◆ **Exercise details**
Below are some records. Set each one down exactly as it reads.

········

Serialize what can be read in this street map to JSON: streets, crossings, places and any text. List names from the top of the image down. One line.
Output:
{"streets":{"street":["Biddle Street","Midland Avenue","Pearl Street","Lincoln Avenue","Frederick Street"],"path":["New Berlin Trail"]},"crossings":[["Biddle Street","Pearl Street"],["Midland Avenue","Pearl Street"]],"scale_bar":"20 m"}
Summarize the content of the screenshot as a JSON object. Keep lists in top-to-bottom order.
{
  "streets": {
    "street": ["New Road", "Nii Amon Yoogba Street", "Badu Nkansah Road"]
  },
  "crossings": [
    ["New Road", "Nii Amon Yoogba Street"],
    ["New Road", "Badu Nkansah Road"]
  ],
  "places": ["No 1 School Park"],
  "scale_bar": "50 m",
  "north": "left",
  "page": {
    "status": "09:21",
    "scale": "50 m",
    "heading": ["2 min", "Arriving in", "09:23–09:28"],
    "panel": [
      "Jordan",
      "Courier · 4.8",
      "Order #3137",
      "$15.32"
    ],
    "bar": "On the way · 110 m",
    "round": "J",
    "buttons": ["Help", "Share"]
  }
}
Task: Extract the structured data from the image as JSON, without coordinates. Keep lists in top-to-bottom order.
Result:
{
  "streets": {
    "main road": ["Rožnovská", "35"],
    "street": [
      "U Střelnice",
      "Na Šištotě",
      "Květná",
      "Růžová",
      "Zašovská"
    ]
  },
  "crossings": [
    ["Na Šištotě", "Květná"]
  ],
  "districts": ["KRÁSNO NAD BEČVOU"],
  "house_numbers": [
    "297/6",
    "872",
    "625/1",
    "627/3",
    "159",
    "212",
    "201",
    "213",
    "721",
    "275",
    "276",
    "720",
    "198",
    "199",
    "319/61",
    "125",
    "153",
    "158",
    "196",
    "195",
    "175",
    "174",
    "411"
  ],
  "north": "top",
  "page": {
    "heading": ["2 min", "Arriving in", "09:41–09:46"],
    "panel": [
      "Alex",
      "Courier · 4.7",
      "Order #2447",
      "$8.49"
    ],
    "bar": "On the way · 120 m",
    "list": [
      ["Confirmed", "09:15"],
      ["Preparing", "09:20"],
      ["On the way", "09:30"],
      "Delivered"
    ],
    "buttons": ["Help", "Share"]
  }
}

········

◆ **Exercise answer**
Serialize what can be read in this street map to JSON: streets, crossings, places and any text. List names from the top of the image down. One line.
Output:
{"streets":{"street":["Biddle Street","Midland Avenue","Pearl Street","Lincoln Avenue","Frederick Street"],"path":["New Berlin Trail"]},"crossings":[["Biddle Street","Pearl Street"],["Midland Avenue","Pearl Street"]],"scale_bar":"20 m"}
Summarize the content of the screenshot as a JSON object. Keep lists in top-to-bottom order.
{
  "streets": {
    "street": ["New Road", "Nii Amon Yoogba Street", "Badu Nkansah Road"]
  },
  "crossings": [
    ["New Road", "Nii Amon Yoogba Street"],
    ["New Road", "Badu Nkansah Road"]
  ],
  "places": ["No 1 School Park"],
  "scale_bar": "50 m",
  "north": "left",
  "page": {
    "status": "09:21",
    "scale": "50 m",
    "heading": ["2 min", "Arriving in", "09:23–09:28"],
    "panel": [
      "Jordan",
      "Courier · 4.8",
      "Order #3137",
      "$15.32"
    ],
    "bar": "On the way · 110 m",
    "round": "J",
    "buttons": ["Help", "Share"]
  }
}
Task: Extract the structured data from the image as JSON, without coordinates. Keep lists in top-to-bottom order.
Result:
{
  "streets": {
    "main road": ["Rožnovská", "35"],
    "street": [
      "U Střelnice",
      "Na Šištotě",
      "Květná",
      "Růžová",
      "Zašovská"
    ]
  },
  "crossings": [
    ["Na Šištotě", "Květná"]
  ],
  "districts": ["KRÁSNO NAD BEČVOU"],
  "house_numbers": [
    "297/6",
    "872",
    "625/1",
    "627/3",
    "159",
    "212",
    "201",
    "213",
    "721",
    "275",
    "276",
    "720",
    "198",
    "199",
    "319/61",
    "125",
    "153",
    "158",
    "196",
    "195",
    "175",
    "174",
    "411"
  ],
  "north": "top",
  "page": {
    "heading": ["2 min", "Arriving in", "09:41–09:46"],
    "panel": [
      "Alex",
      "Courier · 4.7",
      "Order #2447",
      "$8.49"
    ],
    "bar": "On the way · 120 m",
    "list": [
      ["Confirmed", "09:15"],
      ["Preparing", "09:20"],
      ["On the way", "09:30"],
      "Delivered"
    ],
    "buttons": ["Help", "Share"]
  }
}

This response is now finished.